#### [Exercise aim]
The response should be the complete listing below, unchanged.

____________________

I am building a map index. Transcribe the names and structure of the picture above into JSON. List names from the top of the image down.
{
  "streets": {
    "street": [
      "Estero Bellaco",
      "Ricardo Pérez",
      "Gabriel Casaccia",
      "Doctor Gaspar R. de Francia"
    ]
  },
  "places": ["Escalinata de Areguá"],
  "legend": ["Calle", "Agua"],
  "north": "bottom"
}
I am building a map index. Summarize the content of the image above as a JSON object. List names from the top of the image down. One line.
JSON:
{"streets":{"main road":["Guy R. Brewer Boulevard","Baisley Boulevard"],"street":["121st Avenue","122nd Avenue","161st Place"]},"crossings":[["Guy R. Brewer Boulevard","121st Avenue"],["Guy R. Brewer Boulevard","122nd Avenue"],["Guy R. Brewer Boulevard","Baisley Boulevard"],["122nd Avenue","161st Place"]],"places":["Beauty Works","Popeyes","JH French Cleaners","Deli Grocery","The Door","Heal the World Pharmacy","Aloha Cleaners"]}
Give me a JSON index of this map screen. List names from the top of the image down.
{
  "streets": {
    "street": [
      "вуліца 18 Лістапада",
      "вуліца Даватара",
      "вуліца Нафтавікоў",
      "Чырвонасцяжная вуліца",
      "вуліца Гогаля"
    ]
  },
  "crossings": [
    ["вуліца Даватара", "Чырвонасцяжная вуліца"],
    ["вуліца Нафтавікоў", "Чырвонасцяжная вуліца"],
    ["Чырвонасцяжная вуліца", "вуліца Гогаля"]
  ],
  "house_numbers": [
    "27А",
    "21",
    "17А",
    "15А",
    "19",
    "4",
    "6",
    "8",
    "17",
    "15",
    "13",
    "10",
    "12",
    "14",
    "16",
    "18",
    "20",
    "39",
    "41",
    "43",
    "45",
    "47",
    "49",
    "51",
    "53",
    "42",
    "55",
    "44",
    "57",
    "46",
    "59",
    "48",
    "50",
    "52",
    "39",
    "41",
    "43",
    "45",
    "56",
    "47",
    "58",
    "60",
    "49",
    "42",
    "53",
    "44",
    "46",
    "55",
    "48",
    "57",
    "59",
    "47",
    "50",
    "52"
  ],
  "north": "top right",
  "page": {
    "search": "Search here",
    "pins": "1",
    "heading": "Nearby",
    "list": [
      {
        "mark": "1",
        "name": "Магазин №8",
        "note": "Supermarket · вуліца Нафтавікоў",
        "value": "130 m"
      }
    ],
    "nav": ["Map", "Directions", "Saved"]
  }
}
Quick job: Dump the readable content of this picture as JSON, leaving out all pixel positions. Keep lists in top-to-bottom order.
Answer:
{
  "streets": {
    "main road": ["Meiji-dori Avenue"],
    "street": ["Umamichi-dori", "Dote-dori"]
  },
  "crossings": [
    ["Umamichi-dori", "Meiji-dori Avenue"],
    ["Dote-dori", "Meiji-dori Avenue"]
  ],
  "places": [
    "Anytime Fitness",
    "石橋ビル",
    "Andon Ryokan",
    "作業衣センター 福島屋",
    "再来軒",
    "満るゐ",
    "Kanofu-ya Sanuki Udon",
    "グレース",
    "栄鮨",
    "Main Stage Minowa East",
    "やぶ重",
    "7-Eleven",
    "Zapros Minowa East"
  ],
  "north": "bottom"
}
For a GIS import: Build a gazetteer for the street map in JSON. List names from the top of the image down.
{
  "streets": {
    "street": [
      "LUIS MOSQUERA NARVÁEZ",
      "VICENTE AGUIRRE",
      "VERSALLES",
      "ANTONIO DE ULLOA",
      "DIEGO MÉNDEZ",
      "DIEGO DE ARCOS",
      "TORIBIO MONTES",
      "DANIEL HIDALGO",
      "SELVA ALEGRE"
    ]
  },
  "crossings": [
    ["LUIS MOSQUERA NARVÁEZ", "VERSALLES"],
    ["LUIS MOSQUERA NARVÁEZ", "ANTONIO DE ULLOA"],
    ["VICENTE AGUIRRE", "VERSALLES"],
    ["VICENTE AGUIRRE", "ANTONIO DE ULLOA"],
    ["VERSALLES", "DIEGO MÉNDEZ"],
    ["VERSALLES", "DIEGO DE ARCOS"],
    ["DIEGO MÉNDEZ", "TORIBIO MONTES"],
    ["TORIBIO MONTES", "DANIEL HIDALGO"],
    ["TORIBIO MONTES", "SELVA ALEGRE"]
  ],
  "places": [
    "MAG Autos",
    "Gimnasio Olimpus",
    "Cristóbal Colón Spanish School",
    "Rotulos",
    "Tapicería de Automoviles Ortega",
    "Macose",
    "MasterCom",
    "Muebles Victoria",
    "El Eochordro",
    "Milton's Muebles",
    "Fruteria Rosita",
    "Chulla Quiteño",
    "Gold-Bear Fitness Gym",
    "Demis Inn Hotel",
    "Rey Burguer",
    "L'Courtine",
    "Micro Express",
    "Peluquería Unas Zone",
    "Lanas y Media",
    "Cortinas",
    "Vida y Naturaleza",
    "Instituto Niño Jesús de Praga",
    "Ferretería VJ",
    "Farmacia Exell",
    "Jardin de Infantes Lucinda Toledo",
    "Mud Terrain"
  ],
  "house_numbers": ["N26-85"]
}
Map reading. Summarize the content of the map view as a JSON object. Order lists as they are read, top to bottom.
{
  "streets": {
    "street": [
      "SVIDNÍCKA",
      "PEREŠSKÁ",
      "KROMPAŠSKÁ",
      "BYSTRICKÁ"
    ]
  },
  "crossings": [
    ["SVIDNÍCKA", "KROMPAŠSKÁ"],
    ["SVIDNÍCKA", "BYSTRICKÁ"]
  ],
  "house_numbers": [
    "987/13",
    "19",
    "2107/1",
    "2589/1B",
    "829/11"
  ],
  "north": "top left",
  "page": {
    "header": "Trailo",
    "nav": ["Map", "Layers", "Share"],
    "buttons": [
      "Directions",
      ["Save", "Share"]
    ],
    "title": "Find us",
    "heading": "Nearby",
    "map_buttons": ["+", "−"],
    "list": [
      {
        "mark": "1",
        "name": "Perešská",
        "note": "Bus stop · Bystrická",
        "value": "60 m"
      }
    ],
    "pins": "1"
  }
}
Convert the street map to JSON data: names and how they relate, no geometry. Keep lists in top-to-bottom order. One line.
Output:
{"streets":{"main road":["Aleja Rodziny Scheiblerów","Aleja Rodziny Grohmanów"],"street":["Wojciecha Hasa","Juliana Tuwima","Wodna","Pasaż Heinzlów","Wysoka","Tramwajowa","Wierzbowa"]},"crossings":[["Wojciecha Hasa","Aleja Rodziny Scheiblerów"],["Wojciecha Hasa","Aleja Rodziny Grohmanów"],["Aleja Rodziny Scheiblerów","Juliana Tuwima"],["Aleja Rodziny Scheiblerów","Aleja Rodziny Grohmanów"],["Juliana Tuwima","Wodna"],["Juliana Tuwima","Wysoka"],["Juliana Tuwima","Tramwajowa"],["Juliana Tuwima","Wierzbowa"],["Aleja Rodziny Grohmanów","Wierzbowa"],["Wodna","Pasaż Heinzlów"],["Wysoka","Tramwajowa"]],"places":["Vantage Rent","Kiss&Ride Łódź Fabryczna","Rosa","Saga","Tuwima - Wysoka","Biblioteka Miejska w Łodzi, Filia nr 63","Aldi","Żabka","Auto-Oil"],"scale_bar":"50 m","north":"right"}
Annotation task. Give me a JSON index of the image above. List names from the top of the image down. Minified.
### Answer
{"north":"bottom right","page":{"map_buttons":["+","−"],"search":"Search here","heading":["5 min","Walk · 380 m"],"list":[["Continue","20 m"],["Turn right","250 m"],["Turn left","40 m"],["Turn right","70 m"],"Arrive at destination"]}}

____________________

#### [Exercise result]
I am building a map index. Transcribe the names and structure of the picture above into JSON. List names from the top of the image down.
{
  "streets": {
    "street": [
      "Estero Bellaco",
      "Ricardo Pérez",
      "Gabriel Casaccia",
      "Doctor Gaspar R. de Francia"
    ]
  },
  "places": ["Escalinata de Areguá"],
  "legend": ["Calle", "Agua"],
  "north": "bottom"
}
I am building a map index. Summarize the content of the image above as a JSON object. List names from the top of the image down. One line.
JSON:
{"streets":{"main road":["Guy R. Brewer Boulevard","Baisley Boulevard"],"street":["121st Avenue","122nd Avenue","161st Place"]},"crossings":[["Guy R. Brewer Boulevard","121st Avenue"],["Guy R. Brewer Boulevard","122nd Avenue"],["Guy R. Brewer Boulevard","Baisley Boulevard"],["122nd Avenue","161st Place"]],"places":["Beauty Works","Popeyes","JH French Cleaners","Deli Grocery","The Door","Heal the World Pharmacy","Aloha Cleaners"]}
Give me a JSON index of this map screen. List names from the top of the image down.
{
  "streets": {
    "street": [
      "вуліца 18 Лістапада",
      "вуліца Даватара",
      "вуліца Нафтавікоў",
      "Чырвонасцяжная вуліца",
      "вуліца Гогаля"
    ]
  },
  "crossings": [
    ["вуліца Даватара", "Чырвонасцяжная вуліца"],
    ["вуліца Нафтавікоў", "Чырвонасцяжная вуліца"],
    ["Чырвонасцяжная вуліца", "вуліца Гогаля"]
  ],
  "house_numbers": [
    "27А",
    "21",
    "17А",
    "15А",
    "19",
    "4",
    "6",
    "8",
    "17",
    "15",
    "13",
    "10",
    "12",
    "14",
    "16",
    "18",
    "20",
    "39",
    "41",
    "43",
    "45",
    "47",
    "49",
    "51",
    "53",
    "42",
    "55",
    "44",
    "57",
    "46",
    "59",
    "48",
    "50",
    "52",
    "39",
    "41",
    "43",
    "45",
    "56",
    "47",
    "58",
    "60",
    "49",
    "42",
    "53",
    "44",
    "46",
    "55",
    "48",
    "57",
    "59",
    "47",
    "50",
    "52"
  ],
  "north": "top right",
  "page": {
    "search": "Search here",
    "pins": "1",
    "heading": "Nearby",
    "list": [
      {
        "mark": "1",
        "name": "Магазин №8",
        "note": "Supermarket · вуліца Нафтавікоў",
        "value": "130 m"
      }
    ],
    "nav": ["Map", "Directions", "Saved"]
  }
}
Quick job: Dump the readable content of this picture as JSON, leaving out all pixel positions. Keep lists in top-to-bottom order.
Answer:
{
  "streets": {
    "main road": ["Meiji-dori Avenue"],
    "street": ["Umamichi-dori", "Dote-dori"]
  },
  "crossings": [
    ["Umamichi-dori", "Meiji-dori Avenue"],
    ["Dote-dori", "Meiji-dori Avenue"]
  ],
  "places": [
    "Anytime Fitness",
    "石橋ビル",
    "Andon Ryokan",
    "作業衣センター 福島屋",
    "再来軒",
    "満るゐ",
    "Kanofu-ya Sanuki Udon",
    "グレース",
    "栄鮨",
    "Main Stage Minowa East",
    "やぶ重",
    "7-Eleven",
    "Zapros Minowa East"
  ],
  "north": "bottom"
}
For a GIS import: Build a gazetteer for the street map in JSON. List names from the top of the image down.
{
  "streets": {
    "street": [
      "LUIS MOSQUERA NARVÁEZ",
      "VICENTE AGUIRRE",
      "VERSALLES",
      "ANTONIO DE ULLOA",
      "DIEGO MÉNDEZ",
      "DIEGO DE ARCOS",
      "TORIBIO MONTES",
      "DANIEL HIDALGO",
      "SELVA ALEGRE"
    ]
  },
  "crossings": [
    ["LUIS MOSQUERA NARVÁEZ", "VERSALLES"],
    ["LUIS MOSQUERA NARVÁEZ", "ANTONIO DE ULLOA"],
    ["VICENTE AGUIRRE", "VERSALLES"],
    ["VICENTE AGUIRRE", "ANTONIO DE ULLOA"],
    ["VERSALLES", "DIEGO MÉNDEZ"],
    ["VERSALLES", "DIEGO DE ARCOS"],
    ["DIEGO MÉNDEZ", "TORIBIO MONTES"],
    ["TORIBIO MONTES", "DANIEL HIDALGO"],
    ["TORIBIO MONTES", "SELVA ALEGRE"]
  ],
  "places": [
    "MAG Autos",
    "Gimnasio Olimpus",
    "Cristóbal Colón Spanish School",
    "Rotulos",
    "Tapicería de Automoviles Ortega",
    "Macose",
    "MasterCom",
    "Muebles Victoria",
    "El Eochordro",
    "Milton's Muebles",
    "Fruteria Rosita",
    "Chulla Quiteño",
    "Gold-Bear Fitness Gym",
    "Demis Inn Hotel",
    "Rey Burguer",
    "L'Courtine",
    "Micro Express",
    "Peluquería Unas Zone",
    "Lanas y Media",
    "Cortinas",
    "Vida y Naturaleza",
    "Instituto Niño Jesús de Praga",
    "Ferretería VJ",
    "Farmacia Exell",
    "Jardin de Infantes Lucinda Toledo",
    "Mud Terrain"
  ],
  "house_numbers": ["N26-85"]
}
Map reading. Summarize the content of the map view as a JSON object. Order lists as they are read, top to bottom.
{
  "streets": {
    "street": [
      "SVIDNÍCKA",
      "PEREŠSKÁ",
      "KROMPAŠSKÁ",
      "BYSTRICKÁ"
    ]
  },
  "crossings": [
    ["SVIDNÍCKA", "KROMPAŠSKÁ"],
    ["SVIDNÍCKA", "BYSTRICKÁ"]
  ],
  "house_numbers": [
    "987/13",
    "19",
    "2107/1",
    "2589/1B",
    "829/11"
  ],
  "north": "top left",
  "page": {
    "header": "Trailo",
    "nav": ["Map", "Layers", "Share"],
    "buttons": [
      "Directions",
      ["Save", "Share"]
    ],
    "title": "Find us",
    "heading": "Nearby",
    "map_buttons": ["+", "−"],
    "list": [
      {
        "mark": "1",
        "name": "Perešská",
        "note": "Bus stop · Bystrická",
        "value": "60 m"
      }
    ],
    "pins": "1"
  }
}
Convert the street map to JSON data: names and how they relate, no geometry. Keep lists in top-to-bottom order. One line.
Output:
{"streets":{"main road":["Aleja Rodziny Scheiblerów","Aleja Rodziny Grohmanów"],"street":["Wojciecha Hasa","Juliana Tuwima","Wodna","Pasaż Heinzlów","Wysoka","Tramwajowa","Wierzbowa"]},"crossings":[["Wojciecha Hasa","Aleja Rodziny Scheiblerów"],["Wojciecha Hasa","Aleja Rodziny Grohmanów"],["Aleja Rodziny Scheiblerów","Juliana Tuwima"],["Aleja Rodziny Scheiblerów","Aleja Rodziny Grohmanów"],["Juliana Tuwima","Wodna"],["Juliana Tuwima","Wysoka"],["Juliana Tuwima","Tramwajowa"],["Juliana Tuwima","Wierzbowa"],["Aleja Rodziny Grohmanów","Wierzbowa"],["Wodna","Pasaż Heinzlów"],["Wysoka","Tramwajowa"]],"places":["Vantage Rent","Kiss&Ride Łódź Fabryczna","Rosa","Saga","Tuwima - Wysoka","Biblioteka Miejska w Łodzi, Filia nr 63","Aldi","Żabka","Auto-Oil"],"scale_bar":"50 m","north":"right"}
Annotation task. Give me a JSON index of the image above. List names from the top of the image down. Minified.
### Answer
{"north":"bottom right","page":{"map_buttons":["+","−"],"search":"Search here","heading":["5 min","Walk · 380 m"],"list":[["Continue","20 m"],["Turn right","250 m"],["Turn left","40 m"],["Turn right","70 m"],"Arrive at destination"]}}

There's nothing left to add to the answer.